An example of the MultiDiGraph clas

The function chess_pgn_graph reads a collection of chess
matches stored in the specified PGN file
(PGN ="Portable Game Notation")
Here the (compressed) default file ---
 chess_masters_WCC.pgn.bz2 ---
contains all 685 World Chess Championship matches
from 1886 - 1985.
(data from http://chessproblem.my-free-games.com/chess/games/Download-PGN.php)

The chess_pgn_graph() function returns a MultiDiGraph
with multiple edges. Each node is
the last name of a chess master.

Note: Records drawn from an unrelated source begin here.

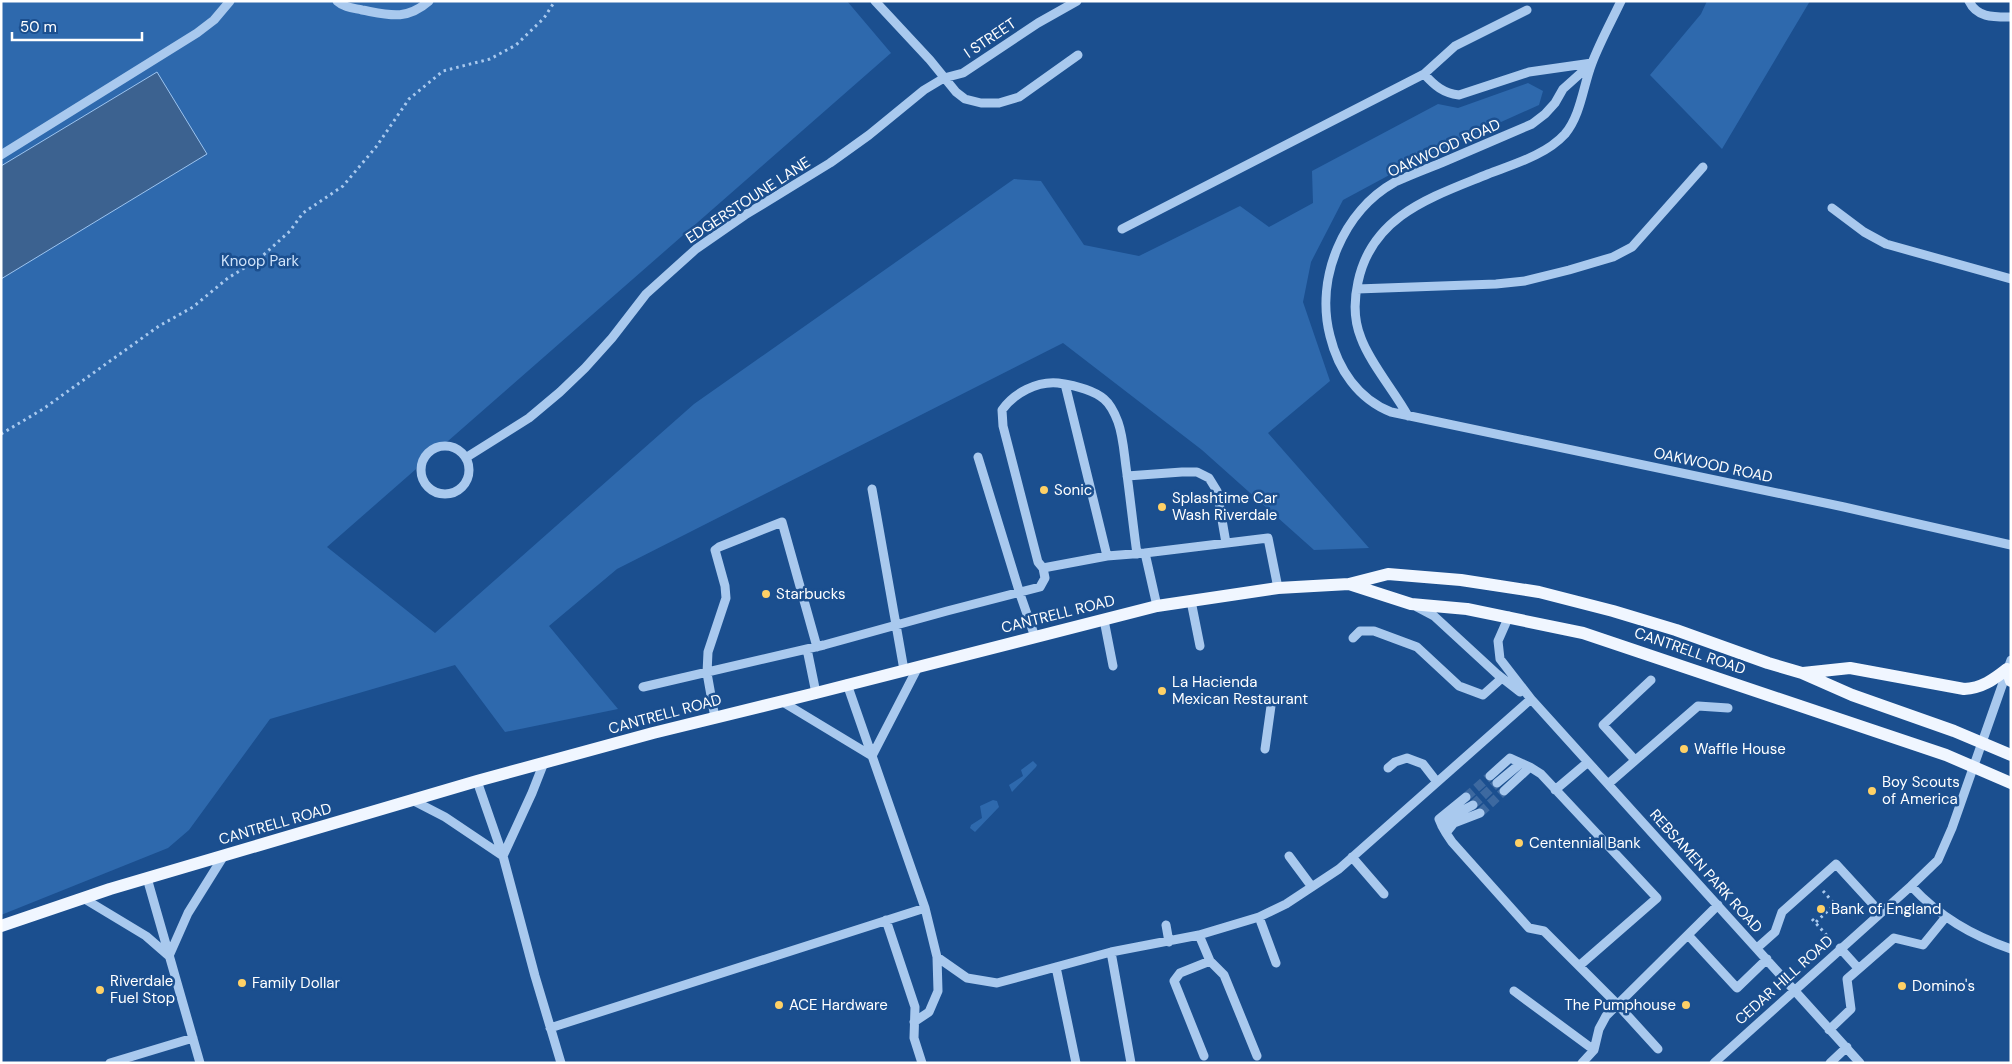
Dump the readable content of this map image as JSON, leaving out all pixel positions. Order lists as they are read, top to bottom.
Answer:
{
  "streets": {
    "main road": ["CANTRELL ROAD"],
    "street": [
      "I STREET",
      "OAKWOOD ROAD",
      "EDGERSTOUNE LANE",
      "REBSAMEN PARK ROAD",
      "CEDAR HILL ROAD"
    ]
  },
  "crossings": [
    ["I STREET", "EDGERSTOUNE LANE"],
    ["CANTRELL ROAD", "REBSAMEN PARK ROAD"],
    ["CANTRELL ROAD", "CEDAR HILL ROAD"],
    ["REBSAMEN PARK ROAD", "CEDAR HILL ROAD"]
  ],
  "parks": ["Knoop Park"],
  "places": [
    "Sonic",
    "Splashtime Car Wash Riverdale",
    "Starbucks",
    "La Hacienda Mexican Restaurant",
    "Waffle House",
    "Boy Scouts of America",
    "Centennial Bank",
    "Bank of England",
    "Family Dollar",
    "Domino's",
    "Riverdale Fuel Stop",
    "ACE Hardware",
    "The Pumphouse"
  ],
  "scale_bar": "50 m"
}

Each edge is directed
from white to black and contains selected game info.

The key statement in chess_pgn_graph below is
    G.add_edge(white, black, game_info)
where game_info is a dict describing each game.

"""
#    Copyright (C) 2006-2010 by
#    Aric Hagberg <hagberg@lanl.gov>
#    Dan Schult <dschult@colgate.edu>
#    Pieter Swart <swart@lanl.gov>
#    All rights reserved.
#    BSD license.

import networkx as nx

# tag names specifying what game info should be
# stored in the dict on each digraph edge
game_details=["Event",
              "Date",
              "Result",
              "ECO",
              "Site"]

def chess_pgn_graph(pgn_file="chess_masters_WCC.pgn.bz2"):
    """Read chess games in pgn format in pgn_file.

    Filenames ending in .gz or .bz2 will be uncompressed.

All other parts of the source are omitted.